* _TASK TO CARRY OUT_: Extract the opening line of the entries and every line after it, stopping at and including the line that contains "Annotation task. Transcribe". Do not include pictures.

Stored data entries
---+---

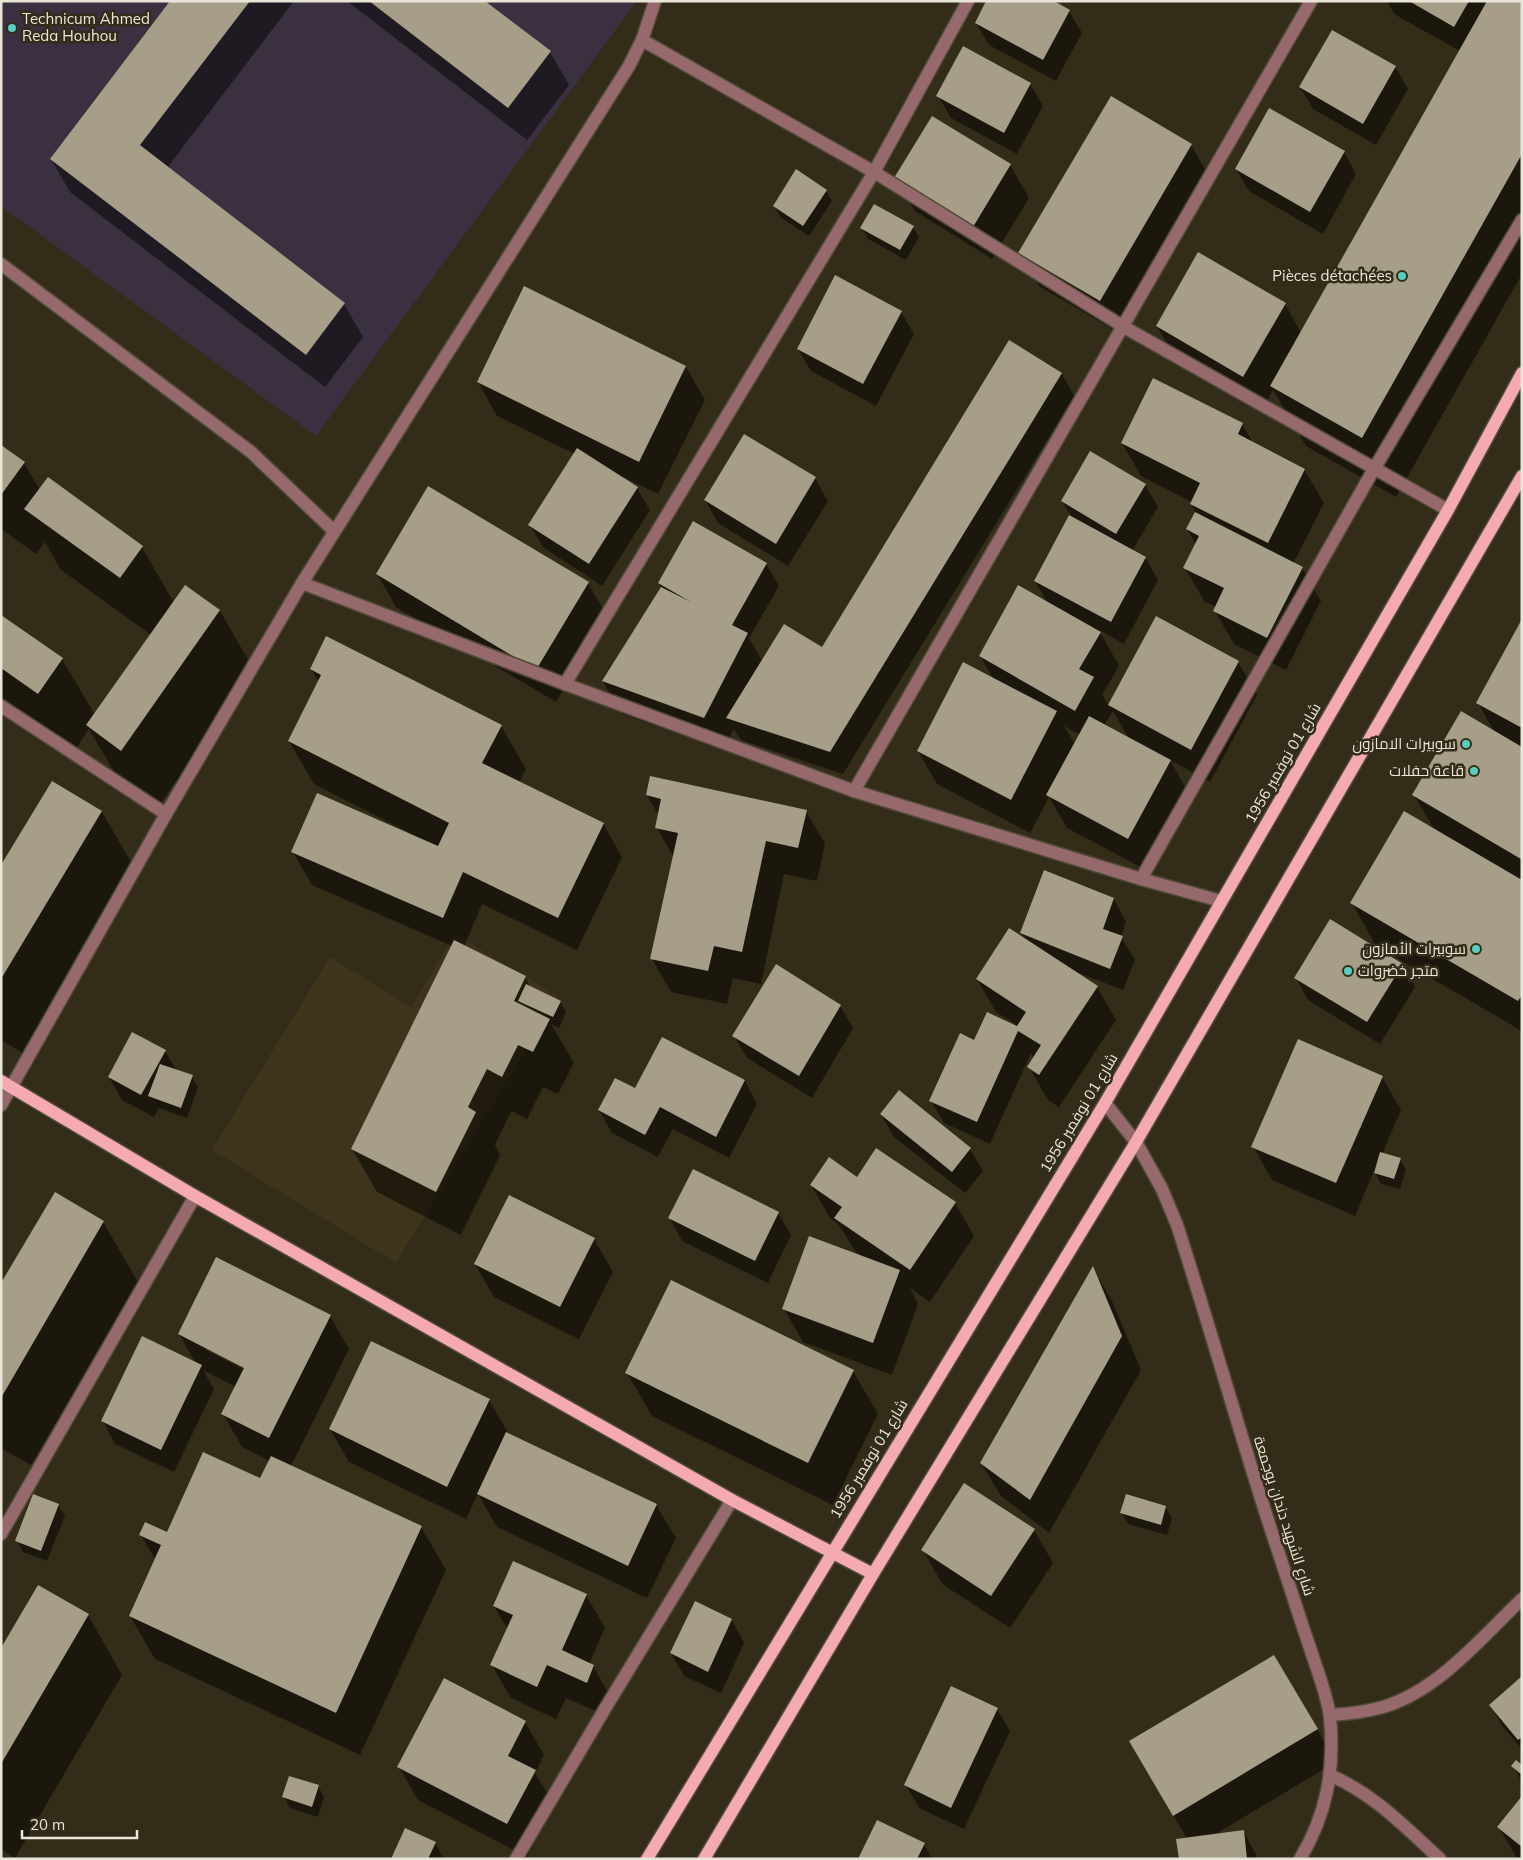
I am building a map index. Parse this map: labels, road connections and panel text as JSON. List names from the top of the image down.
{
  "streets": {
    "main road": ["شارع 01 نوفمبر 1956"],
    "street": ["شارع الشهيد دندان بوجمعة"]
  },
  "crossings": [
    ["شارع 01 نوفمبر 1956", "شارع الشهيد دندان بوجمعة"]
  ],
  "places": [
    "Technicum Ahmed Reda Houhou",
    "Pièces détachées",
    "سوبيرات الامازون",
    "قاعة حفلات",
    "سوبيرات الأمازون",
    "متجر خضروات"
  ],
  "scale_bar": "20 m"
}
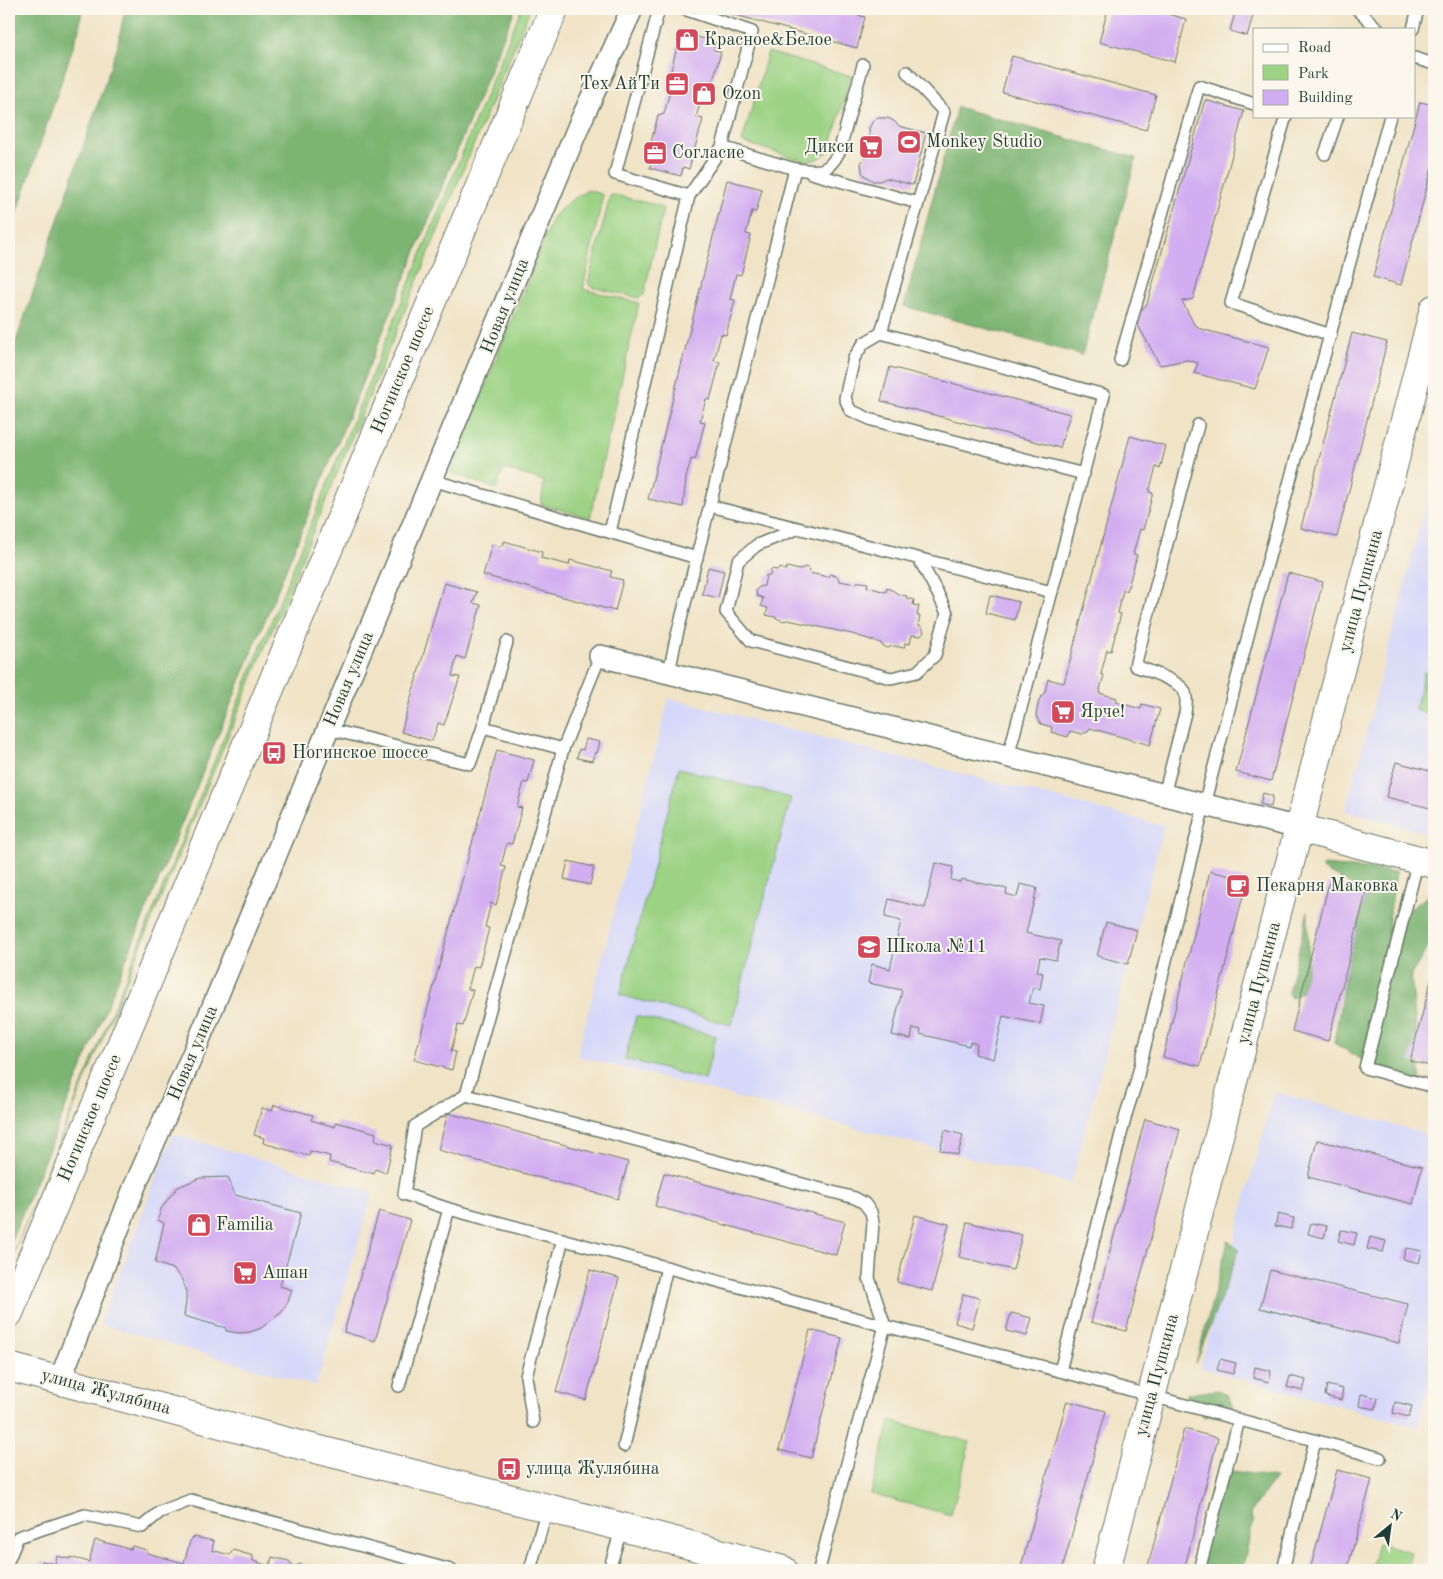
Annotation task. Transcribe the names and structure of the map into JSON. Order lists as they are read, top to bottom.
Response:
{
  "streets": {
    "main road": ["Ногинское шоссе", "улица Пушкина", "улица Жулябина"],
    "street": ["Новая улица"]
  },
  "crossings": [
    ["Новая улица", "улица Жулябина"]
  ],
  "places": {
    "shop": ["Красное&Белое", "Ozon", "Familia"],
    "office": ["Тех АйТи", "Согласие"],
    "sports": ["Monkey Studio"],
    "supermarket": ["Дикси", "Ярче!", "Ашан"],
    "bus stop": ["Ногинское шоссе", "улица Жулябина"],
    "cafe": ["Пекарня Маковка"],
    "school or university": ["Школа №11"]
  },
  "legend": ["Road", "Park", "Building"],
  "north": "top right"
}
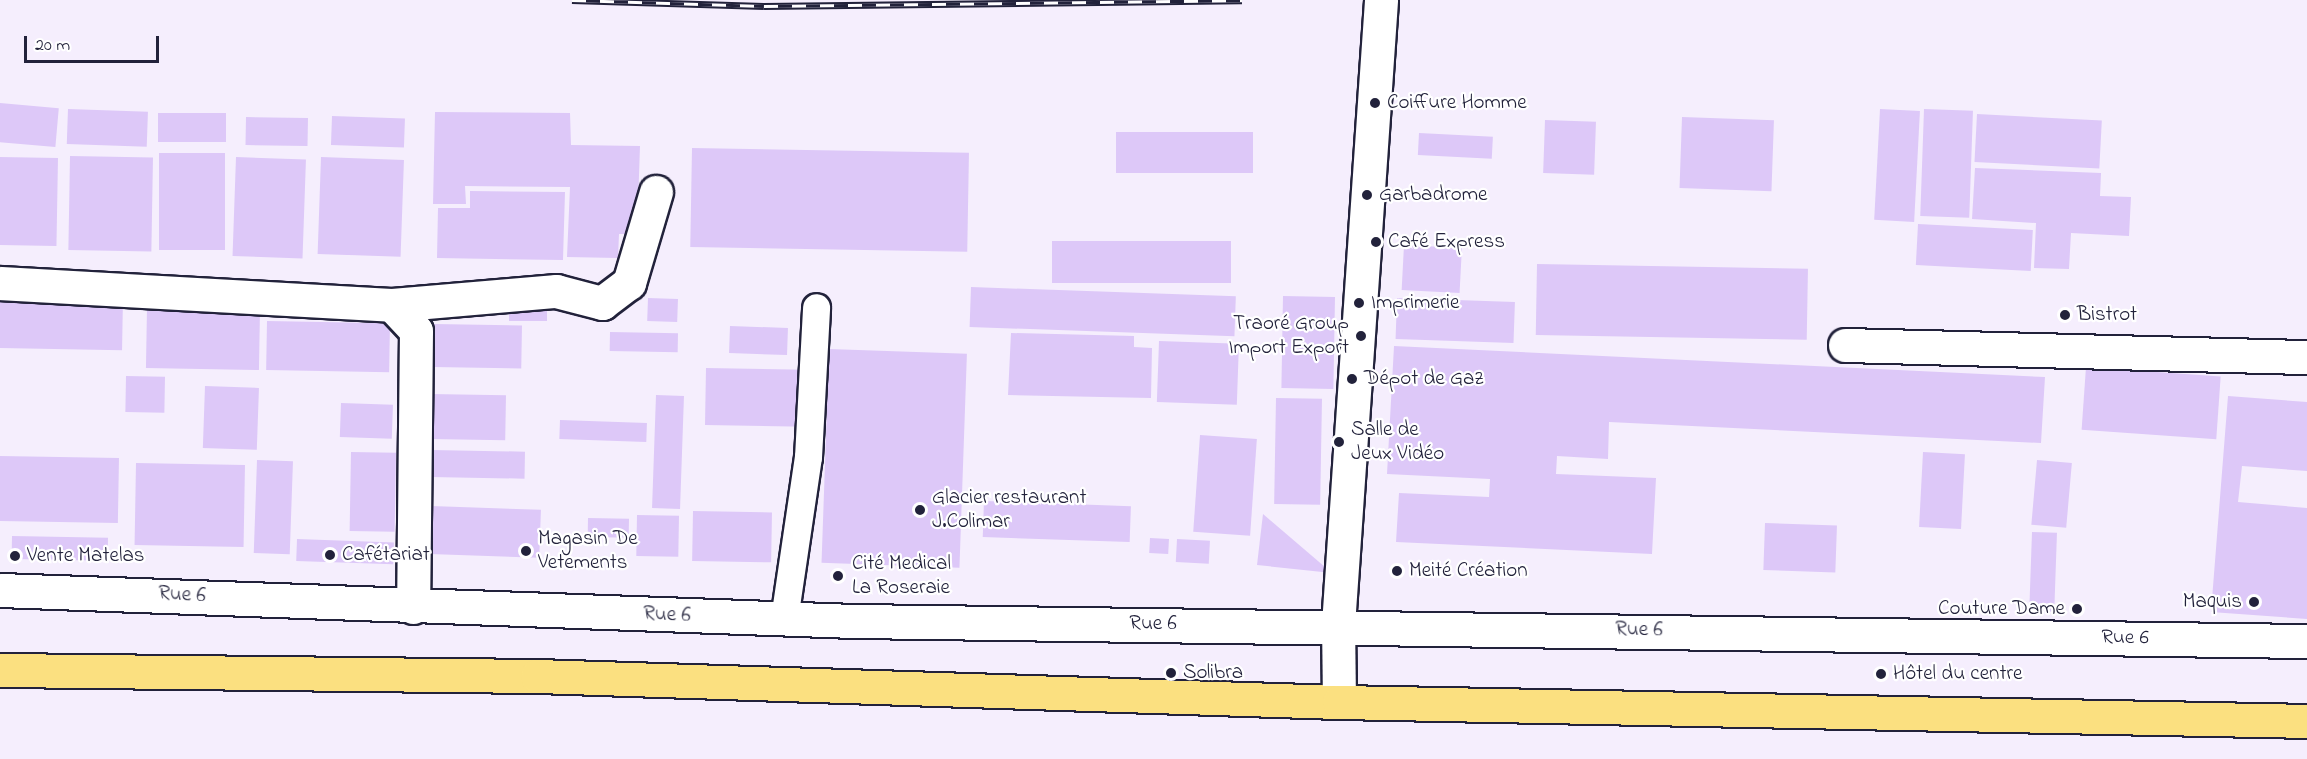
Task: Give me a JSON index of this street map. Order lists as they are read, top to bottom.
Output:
{
  "streets": {
    "street": ["Rue 6"]
  },
  "places": [
    "Coiffure Homme",
    "Garbadrome",
    "Café Express",
    "Imprimerie",
    "Bistrot",
    "Traoré Group Import Export",
    "Dépot de Gaz",
    "Salle de Jeux Vidéo",
    "Glacier restaurant J.Colimar",
    "Magasin De Vetements",
    "Cafétariat",
    "Vente Matelas",
    "Meité Création",
    "Cité Medical La Roseraie",
    "Maquis",
    "Couture Dame",
    "Solibra",
    "Hôtel du centre"
  ],
  "scale_bar": "20 m"
}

---+---

* _TASK OUTPUT_:
I am building a map index. Parse this map: labels, road connections and panel text as JSON. List names from the top of the image down.
{
  "streets": {
    "main road": ["شارع 01 نوفمبر 1956"],
    "street": ["شارع الشهيد دندان بوجمعة"]
  },
  "crossings": [
    ["شارع 01 نوفمبر 1956", "شارع الشهيد دندان بوجمعة"]
  ],
  "places": [
    "Technicum Ahmed Reda Houhou",
    "Pièces détachées",
    "سوبيرات الامازون",
    "قاعة حفلات",
    "سوبيرات الأمازون",
    "متجر خضروات"
  ],
  "scale_bar": "20 m"
}
Annotation task. Transcribe the names and structure of the map into JSON. Order lists as they are read, top to bottom.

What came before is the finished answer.